┌────────

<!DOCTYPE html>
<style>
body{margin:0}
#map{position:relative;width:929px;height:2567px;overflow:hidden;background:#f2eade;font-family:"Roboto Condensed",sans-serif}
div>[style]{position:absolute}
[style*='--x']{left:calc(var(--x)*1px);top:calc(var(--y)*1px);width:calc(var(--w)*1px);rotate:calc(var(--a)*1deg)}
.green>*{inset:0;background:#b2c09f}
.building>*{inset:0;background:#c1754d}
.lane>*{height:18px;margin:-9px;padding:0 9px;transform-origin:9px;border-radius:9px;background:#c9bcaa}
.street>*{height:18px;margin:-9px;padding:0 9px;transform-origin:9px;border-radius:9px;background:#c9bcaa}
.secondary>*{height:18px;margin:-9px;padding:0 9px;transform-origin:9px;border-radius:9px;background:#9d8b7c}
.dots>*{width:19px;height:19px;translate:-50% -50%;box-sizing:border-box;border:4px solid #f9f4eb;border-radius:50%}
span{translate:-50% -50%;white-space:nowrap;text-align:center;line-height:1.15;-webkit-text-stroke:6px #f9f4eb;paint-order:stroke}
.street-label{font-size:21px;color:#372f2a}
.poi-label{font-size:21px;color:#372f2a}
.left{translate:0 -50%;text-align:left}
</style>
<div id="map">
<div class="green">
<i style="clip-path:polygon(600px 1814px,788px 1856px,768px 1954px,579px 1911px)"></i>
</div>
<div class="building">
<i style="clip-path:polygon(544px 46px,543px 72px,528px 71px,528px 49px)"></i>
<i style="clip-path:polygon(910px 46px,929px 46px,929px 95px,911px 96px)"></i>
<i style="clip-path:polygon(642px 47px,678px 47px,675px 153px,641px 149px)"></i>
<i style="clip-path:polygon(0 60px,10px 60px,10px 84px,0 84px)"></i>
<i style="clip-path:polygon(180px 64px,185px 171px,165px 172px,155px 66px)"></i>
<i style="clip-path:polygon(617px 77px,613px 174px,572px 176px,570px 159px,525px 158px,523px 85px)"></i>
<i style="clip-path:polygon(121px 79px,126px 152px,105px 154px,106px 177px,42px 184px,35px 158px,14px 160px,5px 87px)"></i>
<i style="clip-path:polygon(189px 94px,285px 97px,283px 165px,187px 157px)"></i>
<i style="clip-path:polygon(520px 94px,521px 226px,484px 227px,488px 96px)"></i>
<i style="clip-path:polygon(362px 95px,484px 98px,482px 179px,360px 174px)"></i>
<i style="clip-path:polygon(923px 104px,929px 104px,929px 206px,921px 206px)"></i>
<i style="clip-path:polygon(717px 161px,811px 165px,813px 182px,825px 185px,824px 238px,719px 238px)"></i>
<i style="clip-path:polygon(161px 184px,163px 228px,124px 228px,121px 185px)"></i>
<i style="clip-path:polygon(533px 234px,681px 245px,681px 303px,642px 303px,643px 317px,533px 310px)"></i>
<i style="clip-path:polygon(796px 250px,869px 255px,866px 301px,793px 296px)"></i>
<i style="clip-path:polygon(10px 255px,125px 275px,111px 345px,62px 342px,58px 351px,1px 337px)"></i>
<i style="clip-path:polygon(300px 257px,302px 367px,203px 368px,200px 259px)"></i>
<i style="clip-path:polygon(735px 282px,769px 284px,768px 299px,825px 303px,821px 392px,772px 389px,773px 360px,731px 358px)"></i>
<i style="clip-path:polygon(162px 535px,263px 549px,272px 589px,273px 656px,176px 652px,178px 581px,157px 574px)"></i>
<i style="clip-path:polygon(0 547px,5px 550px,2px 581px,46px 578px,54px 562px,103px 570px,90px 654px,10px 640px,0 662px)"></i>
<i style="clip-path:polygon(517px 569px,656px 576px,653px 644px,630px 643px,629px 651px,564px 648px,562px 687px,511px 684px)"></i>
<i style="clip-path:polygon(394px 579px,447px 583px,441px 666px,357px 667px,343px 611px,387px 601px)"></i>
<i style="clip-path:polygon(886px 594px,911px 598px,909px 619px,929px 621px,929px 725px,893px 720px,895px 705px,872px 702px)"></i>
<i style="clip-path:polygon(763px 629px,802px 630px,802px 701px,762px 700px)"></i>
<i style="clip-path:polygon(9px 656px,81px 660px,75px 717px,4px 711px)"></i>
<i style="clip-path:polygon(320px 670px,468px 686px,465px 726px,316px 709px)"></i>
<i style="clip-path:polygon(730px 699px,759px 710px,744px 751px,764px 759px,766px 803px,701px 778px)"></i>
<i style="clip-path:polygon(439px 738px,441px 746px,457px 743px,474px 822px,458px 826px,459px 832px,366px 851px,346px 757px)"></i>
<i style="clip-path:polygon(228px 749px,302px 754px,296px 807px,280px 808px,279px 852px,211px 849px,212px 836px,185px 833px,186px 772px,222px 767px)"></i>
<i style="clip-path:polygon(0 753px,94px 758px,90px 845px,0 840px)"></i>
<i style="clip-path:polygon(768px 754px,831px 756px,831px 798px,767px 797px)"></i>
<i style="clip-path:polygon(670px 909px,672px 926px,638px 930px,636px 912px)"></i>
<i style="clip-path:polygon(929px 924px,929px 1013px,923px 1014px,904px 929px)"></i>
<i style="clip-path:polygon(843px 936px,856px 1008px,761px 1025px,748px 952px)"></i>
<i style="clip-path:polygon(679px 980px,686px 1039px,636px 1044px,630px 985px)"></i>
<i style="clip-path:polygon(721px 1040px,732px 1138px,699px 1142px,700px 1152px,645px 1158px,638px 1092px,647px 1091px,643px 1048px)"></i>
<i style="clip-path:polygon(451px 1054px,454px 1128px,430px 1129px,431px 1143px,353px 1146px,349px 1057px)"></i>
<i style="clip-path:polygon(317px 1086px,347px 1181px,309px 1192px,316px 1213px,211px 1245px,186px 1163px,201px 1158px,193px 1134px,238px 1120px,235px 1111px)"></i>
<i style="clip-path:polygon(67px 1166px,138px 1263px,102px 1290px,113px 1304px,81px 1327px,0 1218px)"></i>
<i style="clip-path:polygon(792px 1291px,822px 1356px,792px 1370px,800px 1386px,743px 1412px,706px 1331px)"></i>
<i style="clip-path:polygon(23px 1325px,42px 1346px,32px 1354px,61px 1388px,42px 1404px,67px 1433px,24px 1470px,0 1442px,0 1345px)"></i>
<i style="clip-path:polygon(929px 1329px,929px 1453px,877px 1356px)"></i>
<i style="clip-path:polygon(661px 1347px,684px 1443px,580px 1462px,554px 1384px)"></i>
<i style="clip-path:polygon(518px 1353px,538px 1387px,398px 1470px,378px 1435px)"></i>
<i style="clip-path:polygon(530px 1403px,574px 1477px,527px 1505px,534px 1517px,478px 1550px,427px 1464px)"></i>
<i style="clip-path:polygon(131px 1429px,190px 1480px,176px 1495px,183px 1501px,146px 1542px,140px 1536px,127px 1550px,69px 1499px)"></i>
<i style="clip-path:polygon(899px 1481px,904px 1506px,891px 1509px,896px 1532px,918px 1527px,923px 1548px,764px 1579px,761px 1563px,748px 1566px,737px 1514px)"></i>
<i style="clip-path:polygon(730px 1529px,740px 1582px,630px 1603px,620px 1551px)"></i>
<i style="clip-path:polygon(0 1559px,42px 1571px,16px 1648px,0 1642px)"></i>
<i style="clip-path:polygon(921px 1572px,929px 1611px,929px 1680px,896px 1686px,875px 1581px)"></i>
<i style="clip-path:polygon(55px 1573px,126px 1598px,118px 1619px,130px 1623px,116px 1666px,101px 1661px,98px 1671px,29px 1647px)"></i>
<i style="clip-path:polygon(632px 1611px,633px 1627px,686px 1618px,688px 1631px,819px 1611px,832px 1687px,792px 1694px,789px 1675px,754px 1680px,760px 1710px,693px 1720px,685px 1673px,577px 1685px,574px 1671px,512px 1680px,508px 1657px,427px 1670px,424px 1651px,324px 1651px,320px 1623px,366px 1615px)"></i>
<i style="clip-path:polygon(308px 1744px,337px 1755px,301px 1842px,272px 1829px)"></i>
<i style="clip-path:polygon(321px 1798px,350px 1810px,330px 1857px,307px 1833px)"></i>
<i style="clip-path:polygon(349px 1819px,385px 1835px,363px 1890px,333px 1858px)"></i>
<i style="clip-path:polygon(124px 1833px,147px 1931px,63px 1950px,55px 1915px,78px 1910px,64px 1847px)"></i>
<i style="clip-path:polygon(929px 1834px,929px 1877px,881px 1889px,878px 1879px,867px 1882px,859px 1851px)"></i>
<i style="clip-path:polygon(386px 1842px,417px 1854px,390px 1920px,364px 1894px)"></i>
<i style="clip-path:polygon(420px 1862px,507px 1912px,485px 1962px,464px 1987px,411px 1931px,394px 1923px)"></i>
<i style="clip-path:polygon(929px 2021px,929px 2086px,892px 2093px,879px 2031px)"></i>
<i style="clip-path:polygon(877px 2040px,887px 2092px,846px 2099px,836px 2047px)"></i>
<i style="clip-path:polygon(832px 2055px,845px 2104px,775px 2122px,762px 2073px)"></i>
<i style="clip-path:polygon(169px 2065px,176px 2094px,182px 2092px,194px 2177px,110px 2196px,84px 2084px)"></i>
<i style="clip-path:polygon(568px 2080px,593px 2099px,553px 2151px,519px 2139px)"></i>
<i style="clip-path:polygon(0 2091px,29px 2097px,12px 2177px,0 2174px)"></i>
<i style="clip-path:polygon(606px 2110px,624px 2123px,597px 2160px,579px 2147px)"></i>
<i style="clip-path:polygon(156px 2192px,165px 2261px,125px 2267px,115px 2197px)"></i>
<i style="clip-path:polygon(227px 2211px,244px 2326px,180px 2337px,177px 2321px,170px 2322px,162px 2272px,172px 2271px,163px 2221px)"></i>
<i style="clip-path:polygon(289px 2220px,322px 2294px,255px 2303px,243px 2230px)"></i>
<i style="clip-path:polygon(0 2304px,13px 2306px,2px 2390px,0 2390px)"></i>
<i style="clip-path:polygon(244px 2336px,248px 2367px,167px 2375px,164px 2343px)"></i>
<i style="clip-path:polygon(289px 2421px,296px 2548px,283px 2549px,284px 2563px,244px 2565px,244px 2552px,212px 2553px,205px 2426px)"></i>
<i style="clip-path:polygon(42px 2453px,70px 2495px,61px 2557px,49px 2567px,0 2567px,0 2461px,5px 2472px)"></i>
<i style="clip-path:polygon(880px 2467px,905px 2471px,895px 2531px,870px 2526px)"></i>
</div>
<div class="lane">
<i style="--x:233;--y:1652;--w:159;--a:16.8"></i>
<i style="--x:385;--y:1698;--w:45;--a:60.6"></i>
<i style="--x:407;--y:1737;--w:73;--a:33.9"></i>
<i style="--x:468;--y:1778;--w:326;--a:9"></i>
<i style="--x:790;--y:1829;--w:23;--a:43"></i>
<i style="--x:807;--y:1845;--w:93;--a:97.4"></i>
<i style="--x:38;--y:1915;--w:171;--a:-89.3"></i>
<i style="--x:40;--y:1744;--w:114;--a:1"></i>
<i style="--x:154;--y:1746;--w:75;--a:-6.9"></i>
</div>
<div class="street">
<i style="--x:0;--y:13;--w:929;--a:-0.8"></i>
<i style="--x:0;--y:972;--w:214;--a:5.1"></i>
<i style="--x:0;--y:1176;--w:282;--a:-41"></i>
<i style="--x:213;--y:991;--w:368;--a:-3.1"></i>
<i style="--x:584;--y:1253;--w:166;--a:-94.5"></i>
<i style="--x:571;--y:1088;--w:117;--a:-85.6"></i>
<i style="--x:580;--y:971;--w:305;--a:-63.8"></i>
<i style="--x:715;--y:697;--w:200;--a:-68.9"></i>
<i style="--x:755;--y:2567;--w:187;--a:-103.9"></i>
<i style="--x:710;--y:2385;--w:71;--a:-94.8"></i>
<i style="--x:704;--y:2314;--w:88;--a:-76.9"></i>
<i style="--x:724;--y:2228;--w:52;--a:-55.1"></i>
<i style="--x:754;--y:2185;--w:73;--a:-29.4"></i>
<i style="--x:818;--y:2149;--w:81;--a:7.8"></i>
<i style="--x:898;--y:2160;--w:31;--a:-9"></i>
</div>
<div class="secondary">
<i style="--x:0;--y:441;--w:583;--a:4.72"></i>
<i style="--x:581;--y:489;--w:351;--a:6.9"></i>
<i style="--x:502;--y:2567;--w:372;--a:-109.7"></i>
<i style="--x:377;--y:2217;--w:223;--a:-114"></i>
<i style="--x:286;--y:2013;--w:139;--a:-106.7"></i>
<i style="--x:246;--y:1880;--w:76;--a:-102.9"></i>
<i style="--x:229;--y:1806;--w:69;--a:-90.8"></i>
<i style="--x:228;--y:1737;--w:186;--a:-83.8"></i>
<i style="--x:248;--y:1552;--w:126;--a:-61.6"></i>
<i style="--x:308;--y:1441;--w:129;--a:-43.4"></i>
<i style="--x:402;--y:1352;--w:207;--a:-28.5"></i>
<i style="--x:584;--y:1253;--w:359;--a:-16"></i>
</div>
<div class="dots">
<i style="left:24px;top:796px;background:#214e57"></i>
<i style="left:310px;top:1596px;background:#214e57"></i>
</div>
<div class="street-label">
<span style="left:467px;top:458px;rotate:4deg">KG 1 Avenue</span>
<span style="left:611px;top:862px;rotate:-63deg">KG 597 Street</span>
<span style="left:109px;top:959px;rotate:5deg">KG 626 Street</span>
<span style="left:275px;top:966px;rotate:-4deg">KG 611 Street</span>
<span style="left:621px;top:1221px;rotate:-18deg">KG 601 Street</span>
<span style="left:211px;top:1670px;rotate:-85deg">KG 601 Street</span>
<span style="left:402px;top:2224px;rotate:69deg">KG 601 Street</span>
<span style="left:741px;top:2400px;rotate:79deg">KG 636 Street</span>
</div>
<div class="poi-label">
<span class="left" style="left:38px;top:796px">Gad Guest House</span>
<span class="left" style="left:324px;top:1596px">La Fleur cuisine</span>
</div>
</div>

└────────

Please return all lines above in which the string "position" is found.

■ **EXERCISE OUTPUT**:
#map{position:relative;width:929px;height:2567px;overflow:hidden;background:#f2eade;font-family:"Roboto Condensed",sans-serif}
div>[style]{position:absolute}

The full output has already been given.